The first one came backing up Pat Trammell at quarterback on Bear Bryant’s first national championship team in 1961. The next two came in 1964 and ’65 when he was on Bryant’s staff first a graduate assistant and then as defensive backfield coach. The next three came when he was a quarterback coach in 1973 and 1978 and ’79.
He picked up another national championship ring in 1992 on Gene Stallings’ staff. And the final three came as AD after Nick Saban brought home three BCS championships. While serving as athletic director for the past 14 years, Alabama has not only garnered three football championships, but it has also won national titles in gymnastics, softball and women’s golf — along with multiple SEC titles.
It’s hard to pinpoint exactly what will be remembered as Mal Moore’s greatest achievement.
Certainly the excellence Alabama teams have enjoyed on the playing fields has to be one of them. Luring Nick Saban to coach the Crimson Tide when so many doubted that he would be able to do it certainly has to be Moore’s greatest hiring. But looking around the Alabama athletic facilities, you see Mal’s influence. During his tenure as athletic director, he spearheaded the facilities upgrade by raising over $240 million dollars in a time of final hardship across the nation.
Moore was a man who wore a number of hats. At one time considered Bear Bryant’s right-hand man, a fund-raiser, and the man who hired Saban, Moore wore all those hats with pride. He also coached at Montana State, Notre Dame and the NFL’s Phoenix Cardinals, but Moore loved the University of Alabama unfailingly. And the University of Alabama returned the love. The University proved that on March 28, 2007, when the Board of Trustees renamed the Football Building the Mal M. Moore Athletic Facility.
As offensive coordinator under Bryant, Moore was criticized at times for what was considered a conservative and often dull approach to offense. Moore heard the criticisms but never wavered in his approach, mainly because he was doing what his head coach wanted him to do.
And don’t forget, Alabama was winning under Moore’s offensive tutelage. It did, however, occasionally fall short. One such day was Nov. 1, 1980 when Alabama traveled to Jackson, Mississippi to face Mississippi State. The Crimson Tide was coming off consecutive national championships and had a 28-game winning streak alive. But Mississippi State’s defense shut down the powerful Wishbone offense. Alabama was averaging over 300 yards on the ground but could only muster 116 that day.
Late in the game with State holding a 6-3 lead and Alabama trying to mount a rally, Moore was on the sideline trying to figure out just how to crank up the Tide running game. At one point, Bryant sidled up to Moore to make a subtle point.

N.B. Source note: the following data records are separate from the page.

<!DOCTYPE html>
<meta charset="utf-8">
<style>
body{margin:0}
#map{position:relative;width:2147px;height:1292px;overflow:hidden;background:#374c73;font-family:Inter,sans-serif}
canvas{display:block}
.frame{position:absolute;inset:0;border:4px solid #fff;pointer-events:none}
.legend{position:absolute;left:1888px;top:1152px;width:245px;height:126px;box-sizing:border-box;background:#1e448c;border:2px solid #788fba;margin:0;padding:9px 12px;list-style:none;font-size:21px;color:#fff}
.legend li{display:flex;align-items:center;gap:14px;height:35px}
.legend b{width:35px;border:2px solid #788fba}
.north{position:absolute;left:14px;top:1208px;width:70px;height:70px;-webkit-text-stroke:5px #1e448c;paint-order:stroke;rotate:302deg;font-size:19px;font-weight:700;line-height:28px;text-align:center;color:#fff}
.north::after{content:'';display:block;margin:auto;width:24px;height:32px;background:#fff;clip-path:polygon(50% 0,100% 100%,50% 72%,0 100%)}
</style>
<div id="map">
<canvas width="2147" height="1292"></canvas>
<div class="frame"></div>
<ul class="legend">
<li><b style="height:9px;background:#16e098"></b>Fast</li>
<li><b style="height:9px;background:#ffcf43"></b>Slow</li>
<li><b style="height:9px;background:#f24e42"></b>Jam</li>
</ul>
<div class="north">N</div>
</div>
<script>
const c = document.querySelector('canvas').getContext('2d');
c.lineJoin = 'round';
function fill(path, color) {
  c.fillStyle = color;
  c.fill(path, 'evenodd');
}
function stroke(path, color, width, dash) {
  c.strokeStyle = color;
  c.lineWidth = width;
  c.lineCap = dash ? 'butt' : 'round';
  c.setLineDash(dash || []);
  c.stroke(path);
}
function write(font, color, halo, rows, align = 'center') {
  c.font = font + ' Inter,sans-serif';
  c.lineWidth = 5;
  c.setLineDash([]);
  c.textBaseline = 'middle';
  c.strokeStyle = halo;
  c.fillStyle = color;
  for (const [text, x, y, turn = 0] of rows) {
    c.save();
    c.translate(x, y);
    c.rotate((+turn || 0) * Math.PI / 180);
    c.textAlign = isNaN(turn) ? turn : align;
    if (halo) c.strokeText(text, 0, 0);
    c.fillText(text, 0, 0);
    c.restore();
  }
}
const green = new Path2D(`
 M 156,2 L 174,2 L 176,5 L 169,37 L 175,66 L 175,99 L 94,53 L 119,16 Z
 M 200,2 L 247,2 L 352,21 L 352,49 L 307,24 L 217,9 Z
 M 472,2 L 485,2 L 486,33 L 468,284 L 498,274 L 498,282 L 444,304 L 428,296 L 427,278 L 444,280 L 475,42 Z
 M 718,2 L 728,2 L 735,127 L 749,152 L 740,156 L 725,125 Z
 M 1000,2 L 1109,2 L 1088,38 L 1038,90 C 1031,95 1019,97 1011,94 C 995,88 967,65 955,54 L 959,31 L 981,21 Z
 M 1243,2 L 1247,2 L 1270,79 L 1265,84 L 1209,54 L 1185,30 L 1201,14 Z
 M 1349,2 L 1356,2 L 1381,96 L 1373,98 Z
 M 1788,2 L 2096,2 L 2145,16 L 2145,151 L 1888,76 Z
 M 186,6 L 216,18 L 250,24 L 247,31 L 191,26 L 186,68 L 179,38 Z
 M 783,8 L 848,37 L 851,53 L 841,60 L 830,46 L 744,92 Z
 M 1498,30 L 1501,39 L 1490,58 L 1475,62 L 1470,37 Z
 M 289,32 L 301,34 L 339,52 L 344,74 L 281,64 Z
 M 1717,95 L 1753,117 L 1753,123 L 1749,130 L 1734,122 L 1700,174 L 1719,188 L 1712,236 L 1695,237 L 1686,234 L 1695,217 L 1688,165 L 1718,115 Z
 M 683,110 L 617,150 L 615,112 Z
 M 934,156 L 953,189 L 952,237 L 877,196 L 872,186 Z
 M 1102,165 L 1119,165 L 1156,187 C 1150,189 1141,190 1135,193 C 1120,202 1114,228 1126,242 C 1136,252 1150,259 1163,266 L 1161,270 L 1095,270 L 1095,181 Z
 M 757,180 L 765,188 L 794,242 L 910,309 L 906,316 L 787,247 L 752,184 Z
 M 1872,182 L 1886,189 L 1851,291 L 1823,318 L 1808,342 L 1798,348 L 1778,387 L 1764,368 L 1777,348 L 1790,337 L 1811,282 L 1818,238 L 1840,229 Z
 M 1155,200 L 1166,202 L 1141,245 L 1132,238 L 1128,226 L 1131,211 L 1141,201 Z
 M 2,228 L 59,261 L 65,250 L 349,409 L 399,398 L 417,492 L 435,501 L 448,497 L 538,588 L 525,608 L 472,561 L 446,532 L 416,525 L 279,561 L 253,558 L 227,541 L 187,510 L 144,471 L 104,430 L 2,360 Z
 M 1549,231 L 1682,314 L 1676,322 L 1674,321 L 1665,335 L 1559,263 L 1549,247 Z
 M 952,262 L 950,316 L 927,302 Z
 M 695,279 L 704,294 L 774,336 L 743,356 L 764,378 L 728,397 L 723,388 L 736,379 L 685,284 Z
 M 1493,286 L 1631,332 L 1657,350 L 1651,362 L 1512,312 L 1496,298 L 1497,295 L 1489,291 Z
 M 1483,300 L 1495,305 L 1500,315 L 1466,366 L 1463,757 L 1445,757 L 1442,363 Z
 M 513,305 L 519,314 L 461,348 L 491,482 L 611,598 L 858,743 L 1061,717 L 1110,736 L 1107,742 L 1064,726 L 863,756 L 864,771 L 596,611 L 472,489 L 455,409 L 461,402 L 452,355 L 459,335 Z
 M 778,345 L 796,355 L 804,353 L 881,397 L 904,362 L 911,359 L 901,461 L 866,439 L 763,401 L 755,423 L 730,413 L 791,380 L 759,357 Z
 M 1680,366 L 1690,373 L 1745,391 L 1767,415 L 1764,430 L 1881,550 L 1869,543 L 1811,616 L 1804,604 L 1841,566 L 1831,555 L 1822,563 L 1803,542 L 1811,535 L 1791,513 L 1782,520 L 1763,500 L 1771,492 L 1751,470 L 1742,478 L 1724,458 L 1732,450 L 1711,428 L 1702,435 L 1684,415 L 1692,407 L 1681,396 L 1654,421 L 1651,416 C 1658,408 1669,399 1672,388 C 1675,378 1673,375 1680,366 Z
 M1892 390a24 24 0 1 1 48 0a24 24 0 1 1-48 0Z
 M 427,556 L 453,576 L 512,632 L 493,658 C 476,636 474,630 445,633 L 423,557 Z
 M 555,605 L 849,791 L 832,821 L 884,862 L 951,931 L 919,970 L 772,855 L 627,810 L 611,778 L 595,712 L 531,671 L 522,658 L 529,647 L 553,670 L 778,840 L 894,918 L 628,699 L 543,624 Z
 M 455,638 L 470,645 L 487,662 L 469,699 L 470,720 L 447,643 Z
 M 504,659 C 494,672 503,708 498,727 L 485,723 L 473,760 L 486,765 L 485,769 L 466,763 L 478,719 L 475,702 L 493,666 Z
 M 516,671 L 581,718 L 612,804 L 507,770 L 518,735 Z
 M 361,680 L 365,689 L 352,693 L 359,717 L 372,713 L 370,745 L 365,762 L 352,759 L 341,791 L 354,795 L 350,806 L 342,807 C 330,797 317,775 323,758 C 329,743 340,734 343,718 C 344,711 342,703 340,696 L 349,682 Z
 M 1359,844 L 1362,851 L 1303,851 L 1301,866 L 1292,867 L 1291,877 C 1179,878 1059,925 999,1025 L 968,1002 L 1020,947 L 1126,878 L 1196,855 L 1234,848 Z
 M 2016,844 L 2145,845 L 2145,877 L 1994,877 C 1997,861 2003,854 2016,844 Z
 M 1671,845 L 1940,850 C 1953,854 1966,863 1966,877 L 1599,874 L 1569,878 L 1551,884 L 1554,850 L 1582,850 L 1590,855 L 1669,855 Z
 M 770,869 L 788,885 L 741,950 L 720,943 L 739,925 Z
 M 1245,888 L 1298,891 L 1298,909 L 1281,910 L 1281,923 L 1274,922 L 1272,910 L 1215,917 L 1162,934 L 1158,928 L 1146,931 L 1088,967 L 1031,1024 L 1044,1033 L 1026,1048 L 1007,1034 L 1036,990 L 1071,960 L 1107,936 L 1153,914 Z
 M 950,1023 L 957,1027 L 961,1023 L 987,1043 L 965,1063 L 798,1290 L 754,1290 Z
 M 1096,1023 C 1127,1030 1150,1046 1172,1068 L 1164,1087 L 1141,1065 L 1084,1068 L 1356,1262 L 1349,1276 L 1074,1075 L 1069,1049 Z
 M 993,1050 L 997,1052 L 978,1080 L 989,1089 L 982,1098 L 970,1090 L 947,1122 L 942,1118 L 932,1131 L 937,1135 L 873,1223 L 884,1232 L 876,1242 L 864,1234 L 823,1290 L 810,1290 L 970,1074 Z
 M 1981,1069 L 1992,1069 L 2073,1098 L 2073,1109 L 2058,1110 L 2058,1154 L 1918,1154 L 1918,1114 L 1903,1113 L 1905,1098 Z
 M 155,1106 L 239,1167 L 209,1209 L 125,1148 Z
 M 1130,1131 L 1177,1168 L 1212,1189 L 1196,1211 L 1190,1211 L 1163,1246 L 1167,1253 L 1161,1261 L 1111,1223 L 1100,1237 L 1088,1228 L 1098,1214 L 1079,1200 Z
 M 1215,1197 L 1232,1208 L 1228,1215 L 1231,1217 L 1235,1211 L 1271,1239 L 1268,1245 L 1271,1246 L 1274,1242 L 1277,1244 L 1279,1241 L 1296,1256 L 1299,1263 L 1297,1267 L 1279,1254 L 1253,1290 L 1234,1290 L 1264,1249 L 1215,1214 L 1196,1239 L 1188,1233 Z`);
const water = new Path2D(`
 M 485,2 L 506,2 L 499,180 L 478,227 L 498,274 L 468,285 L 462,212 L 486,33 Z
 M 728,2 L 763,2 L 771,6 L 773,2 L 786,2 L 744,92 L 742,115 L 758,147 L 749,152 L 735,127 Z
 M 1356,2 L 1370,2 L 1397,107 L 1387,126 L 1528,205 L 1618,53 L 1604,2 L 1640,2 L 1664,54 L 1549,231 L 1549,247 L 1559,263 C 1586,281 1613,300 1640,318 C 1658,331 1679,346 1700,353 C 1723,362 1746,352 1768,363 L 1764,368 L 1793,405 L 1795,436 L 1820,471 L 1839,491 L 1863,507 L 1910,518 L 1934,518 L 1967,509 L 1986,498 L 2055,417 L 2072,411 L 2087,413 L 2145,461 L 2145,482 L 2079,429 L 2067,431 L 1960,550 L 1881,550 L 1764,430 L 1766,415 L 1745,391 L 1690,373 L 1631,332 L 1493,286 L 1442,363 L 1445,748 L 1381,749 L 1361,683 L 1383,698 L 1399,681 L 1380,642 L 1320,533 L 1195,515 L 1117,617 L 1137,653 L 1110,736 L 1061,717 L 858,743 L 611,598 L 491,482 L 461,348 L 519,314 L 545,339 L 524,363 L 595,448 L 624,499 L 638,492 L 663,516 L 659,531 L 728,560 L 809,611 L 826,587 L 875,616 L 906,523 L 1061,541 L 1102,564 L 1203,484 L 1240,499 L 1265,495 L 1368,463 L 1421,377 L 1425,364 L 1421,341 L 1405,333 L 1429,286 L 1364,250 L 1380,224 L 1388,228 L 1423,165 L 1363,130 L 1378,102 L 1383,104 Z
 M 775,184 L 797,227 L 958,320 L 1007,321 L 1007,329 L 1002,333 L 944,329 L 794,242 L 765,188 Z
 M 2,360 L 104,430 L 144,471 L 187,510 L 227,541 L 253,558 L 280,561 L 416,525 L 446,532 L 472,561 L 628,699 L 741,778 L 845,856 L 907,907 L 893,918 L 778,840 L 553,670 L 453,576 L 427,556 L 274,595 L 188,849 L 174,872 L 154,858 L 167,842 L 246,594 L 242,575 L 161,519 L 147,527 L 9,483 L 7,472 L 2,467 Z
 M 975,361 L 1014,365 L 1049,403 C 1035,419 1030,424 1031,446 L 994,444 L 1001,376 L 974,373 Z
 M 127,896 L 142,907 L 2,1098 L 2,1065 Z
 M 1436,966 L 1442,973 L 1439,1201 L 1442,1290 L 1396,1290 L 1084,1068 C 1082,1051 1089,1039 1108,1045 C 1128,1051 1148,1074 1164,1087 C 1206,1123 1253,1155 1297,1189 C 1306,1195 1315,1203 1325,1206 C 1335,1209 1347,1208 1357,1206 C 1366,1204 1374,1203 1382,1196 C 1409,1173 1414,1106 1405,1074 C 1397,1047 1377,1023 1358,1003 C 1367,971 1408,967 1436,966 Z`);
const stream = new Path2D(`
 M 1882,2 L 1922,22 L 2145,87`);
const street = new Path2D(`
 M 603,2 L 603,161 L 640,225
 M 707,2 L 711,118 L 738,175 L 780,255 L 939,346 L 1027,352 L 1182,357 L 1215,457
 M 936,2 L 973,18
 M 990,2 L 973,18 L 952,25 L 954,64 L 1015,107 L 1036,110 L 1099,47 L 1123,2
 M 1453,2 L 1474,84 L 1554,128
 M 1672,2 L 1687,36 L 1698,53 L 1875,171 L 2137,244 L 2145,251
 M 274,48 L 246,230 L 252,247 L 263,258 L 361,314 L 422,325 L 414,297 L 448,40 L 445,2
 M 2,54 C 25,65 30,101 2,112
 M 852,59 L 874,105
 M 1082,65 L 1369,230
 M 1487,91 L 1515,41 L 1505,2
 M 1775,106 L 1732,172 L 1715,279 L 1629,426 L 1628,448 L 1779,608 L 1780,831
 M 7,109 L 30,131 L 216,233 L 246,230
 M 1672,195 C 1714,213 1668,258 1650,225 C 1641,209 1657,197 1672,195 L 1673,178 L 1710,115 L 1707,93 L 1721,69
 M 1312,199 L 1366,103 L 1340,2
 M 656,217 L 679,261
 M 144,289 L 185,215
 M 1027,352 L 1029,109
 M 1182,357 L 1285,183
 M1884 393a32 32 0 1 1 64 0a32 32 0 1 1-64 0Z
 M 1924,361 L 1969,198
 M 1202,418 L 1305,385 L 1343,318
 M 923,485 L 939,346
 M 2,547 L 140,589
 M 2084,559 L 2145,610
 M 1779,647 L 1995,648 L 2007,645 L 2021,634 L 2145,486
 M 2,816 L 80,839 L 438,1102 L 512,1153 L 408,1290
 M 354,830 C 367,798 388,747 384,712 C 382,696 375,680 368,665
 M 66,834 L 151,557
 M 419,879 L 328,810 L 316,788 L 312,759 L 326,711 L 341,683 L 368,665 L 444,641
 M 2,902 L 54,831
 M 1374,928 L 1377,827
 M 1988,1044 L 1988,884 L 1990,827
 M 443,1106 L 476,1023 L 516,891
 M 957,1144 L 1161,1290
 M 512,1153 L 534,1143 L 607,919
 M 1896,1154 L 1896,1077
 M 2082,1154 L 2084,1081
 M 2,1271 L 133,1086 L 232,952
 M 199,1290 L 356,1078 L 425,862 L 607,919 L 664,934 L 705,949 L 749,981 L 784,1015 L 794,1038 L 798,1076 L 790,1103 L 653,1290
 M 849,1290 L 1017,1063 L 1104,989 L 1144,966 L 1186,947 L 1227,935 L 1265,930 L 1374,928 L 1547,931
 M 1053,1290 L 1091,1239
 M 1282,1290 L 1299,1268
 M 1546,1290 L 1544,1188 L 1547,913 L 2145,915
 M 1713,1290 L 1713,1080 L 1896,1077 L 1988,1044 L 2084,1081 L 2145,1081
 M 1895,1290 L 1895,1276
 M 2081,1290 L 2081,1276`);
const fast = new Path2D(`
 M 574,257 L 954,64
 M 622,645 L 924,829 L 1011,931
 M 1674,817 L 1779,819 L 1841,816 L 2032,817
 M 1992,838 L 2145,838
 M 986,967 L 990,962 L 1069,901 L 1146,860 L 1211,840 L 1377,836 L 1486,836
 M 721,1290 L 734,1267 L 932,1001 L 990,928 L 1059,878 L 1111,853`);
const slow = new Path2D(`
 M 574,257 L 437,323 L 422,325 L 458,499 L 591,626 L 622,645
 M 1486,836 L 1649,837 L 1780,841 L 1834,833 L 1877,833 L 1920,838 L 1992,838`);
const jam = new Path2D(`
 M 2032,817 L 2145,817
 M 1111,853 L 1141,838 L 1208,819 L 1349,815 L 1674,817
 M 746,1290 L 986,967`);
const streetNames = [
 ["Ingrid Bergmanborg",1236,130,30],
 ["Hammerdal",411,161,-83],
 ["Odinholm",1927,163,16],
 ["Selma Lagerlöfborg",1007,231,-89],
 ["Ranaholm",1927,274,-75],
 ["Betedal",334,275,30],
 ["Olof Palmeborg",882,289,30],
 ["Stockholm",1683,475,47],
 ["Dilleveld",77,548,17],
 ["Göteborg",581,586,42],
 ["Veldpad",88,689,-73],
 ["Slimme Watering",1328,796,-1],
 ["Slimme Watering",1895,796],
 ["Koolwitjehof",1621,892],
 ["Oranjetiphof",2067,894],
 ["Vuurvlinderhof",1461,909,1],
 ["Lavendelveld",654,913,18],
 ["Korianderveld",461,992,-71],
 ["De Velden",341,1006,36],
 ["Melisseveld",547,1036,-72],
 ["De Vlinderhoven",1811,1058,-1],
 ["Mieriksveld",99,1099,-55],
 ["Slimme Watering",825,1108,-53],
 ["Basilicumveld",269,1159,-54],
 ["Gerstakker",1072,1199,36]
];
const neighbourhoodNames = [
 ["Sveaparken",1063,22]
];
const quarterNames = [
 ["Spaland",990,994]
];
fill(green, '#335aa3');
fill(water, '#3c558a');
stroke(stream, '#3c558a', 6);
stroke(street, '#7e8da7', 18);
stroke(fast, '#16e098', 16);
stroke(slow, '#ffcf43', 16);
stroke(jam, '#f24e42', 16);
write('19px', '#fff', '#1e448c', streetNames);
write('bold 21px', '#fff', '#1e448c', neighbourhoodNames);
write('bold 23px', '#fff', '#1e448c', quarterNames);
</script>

“Mal, do you think we are going to throw the (bleeping) ball any time today?” Bryant said.
“I got the point,” Moore said.
He had Tide quarterback Don Jacobs take to the air. Jacobs led the Tide to the Mississippi State 4-yard line with 25 seconds remaining. But the Tide quarterback was hit in the backfield by MSU’s Tyrone Keys and fumbled the football. It was recovered by State’s Billy Jackson and the Bulldogs’ had a 6-3 win. Alabama fell out of the top spot in the polls, and it would be the last time a Bryant-coached team was ranked No. 1.
But it would not be the final time Moore was associated with a No. 1-ranked team. He would be associated with football national championships four more times, with the final one coming this past January when Alabama downed Notre Dame.
Mal Moore passed away last Saturday morning at the age of 73, but his influence will be felt around the Capstone forever. Thanks for the memories Coach Moore.